Elucidating the topology of GRNs is a fundamental step towards our understanding of how a cell or an organism can respond to its environment. Despite years of concerted efforts by the computational biology community, this task is still far from complete and a unified framework for GRN inference remains elusive. Here, we presented Jump3, a novel approach to GRN inference, which attempts to combine the interpretability of model-based methods with the scalability of greedy, model-free methods, thus bridging the gap between the two main classes of GRN inference approaches. Experiments on simulated and synthetic data show that Jump3 is always competitive and often outperforms state-of-the-art GRN inference procedures, while an experiment on a real dataset shows its potential for biologically meaningful hypothesis generation. It has good scalability with respect to the number of genes and keeps its good performance when inferring large networks. From a modelling point of view, results show that Jump3 yields good predictions of promoter states and that, despite its simplicity, the on/off model is flexible enough to allow good fits of the data.

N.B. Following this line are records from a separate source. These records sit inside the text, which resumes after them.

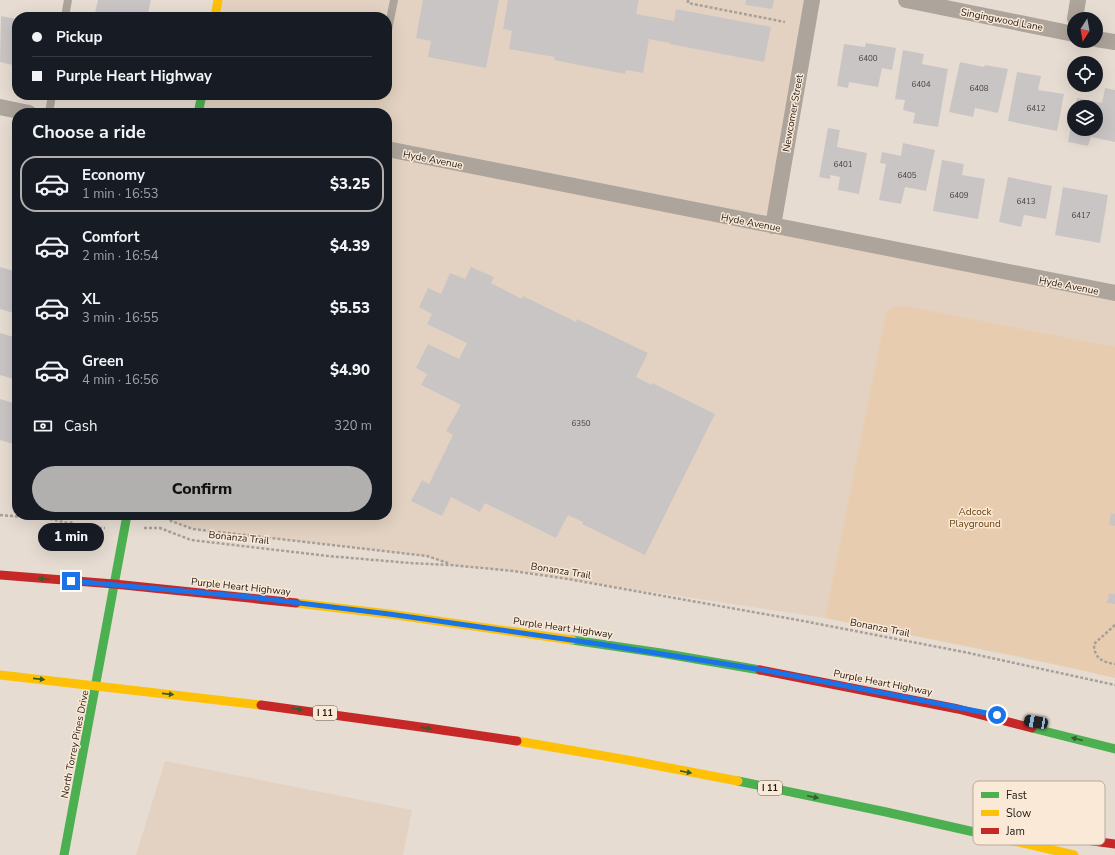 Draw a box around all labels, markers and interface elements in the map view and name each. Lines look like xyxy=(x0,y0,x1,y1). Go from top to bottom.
street label: Singingwood Lane xyxy=(960,5,1044,35)
north arrow xyxy=(1067,12,1103,48)
map controls xyxy=(1067,12,1103,136)
text: Pickup xyxy=(56,27,102,47)
house number: 6400 xyxy=(858,53,878,64)
button: locate xyxy=(1067,56,1103,92)
text: Purple Heart Highway xyxy=(56,66,212,86)
street label: Newcomer Street xyxy=(779,73,807,153)
house number: 6404 xyxy=(911,79,931,90)
house number: 6408 xyxy=(969,83,989,94)
button: layers xyxy=(1067,100,1103,136)
house number: 6412 xyxy=(1026,103,1046,114)
text: Choose a ride xyxy=(32,120,146,144)
street label: Hyde Avenue xyxy=(402,147,464,173)
house number: 6401 xyxy=(833,159,853,170)
text: Economy xyxy=(82,165,145,185)
icon: car xyxy=(34,166,70,202)
house number: 6405 xyxy=(897,170,917,181)
text: $3.25 xyxy=(330,174,370,194)
text: 1 min · 16:53 xyxy=(82,185,158,203)
house number: 6409 xyxy=(949,190,969,201)
house number: 6413 xyxy=(1016,196,1036,207)
street label: Hyde Avenue xyxy=(720,210,782,236)
house number: 6417 xyxy=(1071,210,1091,221)
text: Comfort xyxy=(82,227,139,247)
icon: car xyxy=(34,228,70,264)
text: $4.39 xyxy=(330,236,370,256)
text: 2 min · 16:54 xyxy=(82,247,158,265)
street label: Hyde Avenue xyxy=(1038,273,1100,299)
text: XL xyxy=(82,289,101,309)
icon: car xyxy=(34,290,70,326)
text: $5.53 xyxy=(330,298,370,318)
text: 3 min · 16:55 xyxy=(82,309,158,327)
text: Green xyxy=(82,351,124,371)
icon: car xyxy=(34,352,70,388)
text: $4.90 xyxy=(330,360,370,380)
text: 4 min · 16:56 xyxy=(82,371,158,389)
icon: cash xyxy=(32,415,54,437)
text: Cash xyxy=(64,416,98,436)
text: 320 m xyxy=(334,417,372,435)
house number: 6350 xyxy=(571,418,591,429)
button: Confirm xyxy=(32,466,372,512)
park label: Adcock Playground xyxy=(949,505,1001,531)
callout: 1 min xyxy=(38,523,104,551)
text: 1 min xyxy=(54,528,88,546)
street label: Bonanza Trail xyxy=(208,528,270,548)
street label: Bonanza Trail xyxy=(530,559,592,583)
route end xyxy=(62,572,80,590)
one-way arrow xyxy=(38,575,50,582)
street label: Purple Heart Highway xyxy=(190,575,292,599)
street label: Purple Heart Highway xyxy=(512,614,614,642)
street label: Bonanza Trail xyxy=(849,615,911,641)
street label: Purple Heart Highway xyxy=(832,667,934,700)
one-way arrow xyxy=(33,676,45,683)
street label: North Torrey Pines Drive xyxy=(58,689,92,800)
one-way arrow xyxy=(162,690,174,697)
one-way arrow xyxy=(291,706,303,713)
road number: I 11 xyxy=(313,706,337,720)
route start xyxy=(988,706,1006,724)
car xyxy=(1023,714,1049,730)
one-way arrow xyxy=(420,725,432,731)
one-way arrow xyxy=(1071,736,1084,742)
one-way arrow xyxy=(680,769,692,775)
road number: I 11 xyxy=(758,781,782,795)
legend xyxy=(973,781,1105,845)
text: Fast xyxy=(1006,788,1027,803)
one-way arrow xyxy=(807,794,819,800)
text: Slow xyxy=(1006,806,1031,821)
text: Jam xyxy=(1005,824,1025,839)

While we believe that Jump3 is a step in the right direction, we also acknowledge that the complexity of gene regulation will pose a strict limit to the potential of GRN inference from expression data alone. A first limitation comes from the assumption that the messenger RNA level can be used as a proxy for the protein activity, which is often not correct (Vogel and Marcotte, 2012). A simple improvement of Jump3 would thus be the exploitation of protein data, which are becoming less rare gradually, to predict the target promoter states. Another important direction is the integration in GRN inference algorithms of complementary data, such as microRNA expression, chromatin, protein-protein interactions or microbiomes and some promising initial steps in this direction are being taken (e.g. Ellwanger ; Greenfield ). The probabilistic generative model underlying Jump3 would allow the incorporation of additional information in a natural way via a modification of the likelihood function, while the non-parametric tree-based approach would ensure the scalability of the whole procedure.

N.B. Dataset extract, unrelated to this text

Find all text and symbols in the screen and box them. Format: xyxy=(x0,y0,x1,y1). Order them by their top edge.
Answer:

Using the method on large networks with relatively few observations may incur co-linearity problems, i.e. genes that have very similar profiles leading to confounding factors in the inference. A simple fix to this would be to pre-process the data with some clustering algorithm; this would further increase scalability, at the cost of some interpretability.

Ultimately, a major limitation for many studies in computational biology is the lack of systematic, large-scale gold standards on which to evaluate the models; this generalized fact reinforces the need for a tight coupling between experimental and theoretical research, and we hope that inference methods such as Jump3 could be useful in prioritizing experimental designs.